Through no fault of their own, children in Gaza have never known a life without airstrikes and military incursions. The constant trauma means that – back in 2022 – four out of five children in Gaza lived with depression, grief and fear. Now, with Gaza in ruins, every single child in the strip has been robbed of a childhood. But that doesn’t give journalists like Kasie Hunt the right to pretend they’re not children.
Jerry Seinfeld, who dated a 17-year-old when he was 38, thinks the world is too woke
It would be unfair to suggest that privileged white children aren’t sometimes adultified as well. They are – normally, when some creepy dude wants to date them. Which leads me to Jerry Seinfeld, who is currently in the news moaning that comedy is dead because of the “extreme left and PC crap and people worrying so much about offending other people”. Unfortunately for Seinfeld, his crusade against woke has revived the memory that he used to date a high-schooler. Seinfeld once told People magazine it was fine because the girl in question “is a person, not an age”.

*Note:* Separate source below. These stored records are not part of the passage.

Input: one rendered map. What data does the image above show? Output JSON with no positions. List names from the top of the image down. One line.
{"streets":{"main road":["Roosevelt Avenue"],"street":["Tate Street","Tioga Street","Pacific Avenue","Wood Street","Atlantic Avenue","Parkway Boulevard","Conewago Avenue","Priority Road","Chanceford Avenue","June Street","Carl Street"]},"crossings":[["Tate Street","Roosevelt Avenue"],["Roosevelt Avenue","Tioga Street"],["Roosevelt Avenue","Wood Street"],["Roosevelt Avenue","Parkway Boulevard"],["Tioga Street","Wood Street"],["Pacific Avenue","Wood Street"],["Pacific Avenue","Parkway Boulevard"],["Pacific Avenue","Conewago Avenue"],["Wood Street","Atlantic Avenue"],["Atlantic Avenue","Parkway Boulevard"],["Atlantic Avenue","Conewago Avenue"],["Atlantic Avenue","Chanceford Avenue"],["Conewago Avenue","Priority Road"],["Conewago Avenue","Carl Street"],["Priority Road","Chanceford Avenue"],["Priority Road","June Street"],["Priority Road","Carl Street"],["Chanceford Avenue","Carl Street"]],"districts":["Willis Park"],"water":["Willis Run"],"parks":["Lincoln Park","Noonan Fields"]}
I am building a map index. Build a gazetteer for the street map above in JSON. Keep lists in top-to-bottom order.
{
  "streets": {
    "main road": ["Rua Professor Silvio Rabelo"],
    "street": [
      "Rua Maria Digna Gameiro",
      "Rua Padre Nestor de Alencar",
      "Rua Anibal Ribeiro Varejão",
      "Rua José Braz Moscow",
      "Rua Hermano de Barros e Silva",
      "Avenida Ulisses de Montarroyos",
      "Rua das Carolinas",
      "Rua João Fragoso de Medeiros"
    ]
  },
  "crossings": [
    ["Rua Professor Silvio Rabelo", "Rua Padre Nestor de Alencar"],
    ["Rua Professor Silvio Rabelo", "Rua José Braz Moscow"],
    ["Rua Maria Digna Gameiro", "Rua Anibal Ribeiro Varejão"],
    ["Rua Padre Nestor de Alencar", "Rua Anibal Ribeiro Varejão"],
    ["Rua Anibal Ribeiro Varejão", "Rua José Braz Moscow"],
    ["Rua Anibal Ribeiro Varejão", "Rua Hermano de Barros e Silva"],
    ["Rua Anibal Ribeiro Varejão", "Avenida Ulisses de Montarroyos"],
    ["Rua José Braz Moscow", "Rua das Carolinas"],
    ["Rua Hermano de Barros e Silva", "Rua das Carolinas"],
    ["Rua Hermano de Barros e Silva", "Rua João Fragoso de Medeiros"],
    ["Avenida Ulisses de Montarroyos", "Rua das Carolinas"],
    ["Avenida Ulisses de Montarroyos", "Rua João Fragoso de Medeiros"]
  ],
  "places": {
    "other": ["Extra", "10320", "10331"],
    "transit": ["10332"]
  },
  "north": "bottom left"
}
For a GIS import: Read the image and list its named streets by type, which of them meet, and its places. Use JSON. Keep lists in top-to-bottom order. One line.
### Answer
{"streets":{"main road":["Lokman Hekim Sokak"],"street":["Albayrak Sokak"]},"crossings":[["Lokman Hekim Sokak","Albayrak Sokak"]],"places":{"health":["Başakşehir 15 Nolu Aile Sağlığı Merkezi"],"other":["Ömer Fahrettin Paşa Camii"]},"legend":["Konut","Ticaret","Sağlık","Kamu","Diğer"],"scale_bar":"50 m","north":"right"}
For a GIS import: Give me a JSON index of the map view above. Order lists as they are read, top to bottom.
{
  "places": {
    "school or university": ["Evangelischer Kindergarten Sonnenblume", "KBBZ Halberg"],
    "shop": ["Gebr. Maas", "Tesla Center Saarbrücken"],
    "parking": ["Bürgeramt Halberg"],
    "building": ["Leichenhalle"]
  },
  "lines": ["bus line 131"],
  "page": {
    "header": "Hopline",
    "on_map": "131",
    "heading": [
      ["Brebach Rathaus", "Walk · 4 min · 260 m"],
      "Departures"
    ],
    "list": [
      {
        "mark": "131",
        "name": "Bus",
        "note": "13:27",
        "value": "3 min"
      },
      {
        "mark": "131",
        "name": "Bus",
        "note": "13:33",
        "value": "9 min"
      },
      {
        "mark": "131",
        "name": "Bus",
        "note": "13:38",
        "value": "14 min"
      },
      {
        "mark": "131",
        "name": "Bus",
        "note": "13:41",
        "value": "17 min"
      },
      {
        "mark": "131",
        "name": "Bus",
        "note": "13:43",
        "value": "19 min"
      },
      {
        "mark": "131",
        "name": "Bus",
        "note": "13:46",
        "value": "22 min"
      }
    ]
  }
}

Cher, 77, says she only dates younger men because men her age are ‘all dead’
Speaking of age gaps, Cher is currently dating a 38-year-old. This is partly, she says, because her male peers are deceased. Which isn’t entirely true: they’re running the US government.
Denmark to allow abortions up to 18 weeks
Previously, abortions were legal up to 12 weeks. That limit was set in 1973, because “at that time all abortions were performed surgically, and at that time an abortion after the 12th week entailed a greater risk of complications”, the health ministry has said. “After 50 years, it is time for the abortion rules to keep up with the times.” Tell that to America, please.
Perimenopausal women have a 40% higher risk of depression
That’s according to an analysis of data involving more than 9,000 women around the world.
Saudi Arabia activist sentenced to 11 years in prison for ‘support’ of women’s rights
“With this sentence the Saudi authorities have exposed the hollowness of their much-touted women’s rights reforms in recent years and demonstrated their chilling commitment to silencing peaceful dissent,” said Amnesty International’s campaigner on Saudi Arabia.
Women would prefer to be alone in the woods with a bear rather than a man
This is according to a somewhat unscientific online poll on TikTok, which has resulted in heated discussion.
The week in pawtriarchy
Researchers have documented an orangutan successfully treating a wound with a medicinal herb – a first for wild animals. It’s a fascinating reminder of how intelligent the critically endangered creatures are.
• This article was amended on 4 May 2024 to clarify that CNN anchor Kasie Hunt corrected the mistake about Hind Rajab being a woman and said that she had misspoken.